Issue with inferencing
Closed this issue · 1 comments
First of all thanks for the repo for this Looking3D and nice work. I am trying the code for the inferencing part and notice some errors when following the README.md, especially during the inferencing step.
I already setup the sample folder as follows:
Looking3D
└───sample
│ │ query_example.png # one of the images from the dataset with the shape_id 179
│ │ query_example_2.png # one of the images from the dataset with the shape_id 179
│ │ query_example_3.png # one of the images from the dataset with the shape_id 179
└───mv_images
│ │ 179_3.0_0_20.json
│ │ 179_3.0_0_20.npy
│ │ 179_3.0_0_20.png
│ │ 179_3.0_18_20.json
│ │ 179_3.0_18_20.npy
│ │ 179_3.0_18_20.png
│ │ ...
I wrote another inferencing Python script as instructed in the README.md by providing the stated query_path, the mv_path, the resume_ckpt, device and topk
when I run this script it shows this error:
(Looking3D) C:\Users\MyPC\Looking3D>python predict.py
A matching Triton is not available, some optimizations will not be enabled.

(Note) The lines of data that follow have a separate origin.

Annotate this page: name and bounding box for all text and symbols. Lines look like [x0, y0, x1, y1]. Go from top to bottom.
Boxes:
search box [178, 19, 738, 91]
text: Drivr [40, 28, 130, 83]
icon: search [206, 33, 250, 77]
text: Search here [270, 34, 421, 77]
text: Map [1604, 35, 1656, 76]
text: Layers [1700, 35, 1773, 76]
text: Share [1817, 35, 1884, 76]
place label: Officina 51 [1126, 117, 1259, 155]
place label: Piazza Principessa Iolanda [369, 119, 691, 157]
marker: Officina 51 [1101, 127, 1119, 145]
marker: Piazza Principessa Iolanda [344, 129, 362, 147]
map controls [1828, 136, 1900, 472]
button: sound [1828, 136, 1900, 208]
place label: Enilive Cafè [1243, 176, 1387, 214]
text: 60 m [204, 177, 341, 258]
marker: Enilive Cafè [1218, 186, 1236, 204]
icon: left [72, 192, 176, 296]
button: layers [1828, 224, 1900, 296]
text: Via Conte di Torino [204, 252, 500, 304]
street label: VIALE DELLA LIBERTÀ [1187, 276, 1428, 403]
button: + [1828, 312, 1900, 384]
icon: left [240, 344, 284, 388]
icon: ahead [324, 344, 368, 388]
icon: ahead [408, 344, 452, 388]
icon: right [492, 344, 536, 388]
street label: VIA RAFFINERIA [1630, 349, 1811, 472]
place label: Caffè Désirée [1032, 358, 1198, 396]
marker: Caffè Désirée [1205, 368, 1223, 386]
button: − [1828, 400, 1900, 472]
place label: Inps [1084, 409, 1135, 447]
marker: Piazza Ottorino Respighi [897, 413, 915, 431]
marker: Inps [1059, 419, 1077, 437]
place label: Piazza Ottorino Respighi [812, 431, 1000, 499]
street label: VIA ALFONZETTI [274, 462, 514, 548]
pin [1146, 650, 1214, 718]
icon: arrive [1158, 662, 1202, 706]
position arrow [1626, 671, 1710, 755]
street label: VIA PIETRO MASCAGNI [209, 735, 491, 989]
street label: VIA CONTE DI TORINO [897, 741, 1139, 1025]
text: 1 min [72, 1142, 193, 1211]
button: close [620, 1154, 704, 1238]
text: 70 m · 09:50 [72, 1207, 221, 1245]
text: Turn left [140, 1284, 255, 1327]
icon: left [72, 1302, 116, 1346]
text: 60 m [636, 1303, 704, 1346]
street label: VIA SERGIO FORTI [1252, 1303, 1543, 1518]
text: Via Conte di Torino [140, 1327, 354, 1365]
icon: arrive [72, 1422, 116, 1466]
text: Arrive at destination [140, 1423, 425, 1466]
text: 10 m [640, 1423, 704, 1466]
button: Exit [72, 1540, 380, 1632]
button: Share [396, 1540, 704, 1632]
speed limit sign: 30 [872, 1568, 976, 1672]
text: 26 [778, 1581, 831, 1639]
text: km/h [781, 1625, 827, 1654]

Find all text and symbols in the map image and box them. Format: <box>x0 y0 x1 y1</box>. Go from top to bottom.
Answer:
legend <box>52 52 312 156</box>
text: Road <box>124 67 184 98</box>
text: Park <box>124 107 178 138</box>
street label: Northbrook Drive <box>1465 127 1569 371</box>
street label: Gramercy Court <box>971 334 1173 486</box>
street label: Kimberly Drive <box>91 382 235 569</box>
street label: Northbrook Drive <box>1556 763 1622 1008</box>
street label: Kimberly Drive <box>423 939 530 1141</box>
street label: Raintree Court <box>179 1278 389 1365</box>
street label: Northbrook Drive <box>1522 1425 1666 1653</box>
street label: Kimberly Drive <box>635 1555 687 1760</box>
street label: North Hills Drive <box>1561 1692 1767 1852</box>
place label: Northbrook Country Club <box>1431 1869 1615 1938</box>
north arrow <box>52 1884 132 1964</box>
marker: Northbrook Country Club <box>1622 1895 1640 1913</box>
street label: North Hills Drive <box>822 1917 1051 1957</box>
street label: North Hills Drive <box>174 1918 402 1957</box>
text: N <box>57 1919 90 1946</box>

Error caught was: No module named 'triton'
constructing SpatialTransformer of depth 3 w/ 128 channels and 8 heads
WARNING: SpatialTransformer: Found context dims [256] of depth 1, which does not match the specified 'depth' of 3. Setting context_dim to [256, 256, 256] now.
Setting up MemoryEfficientCrossAttention. Query dim is 512, context_dim is None and using 8 heads with a dimension of 64.
Setting up MemoryEfficientCrossAttention. Query dim is 512, context_dim is 256 and using 8 heads with a dimension of 64.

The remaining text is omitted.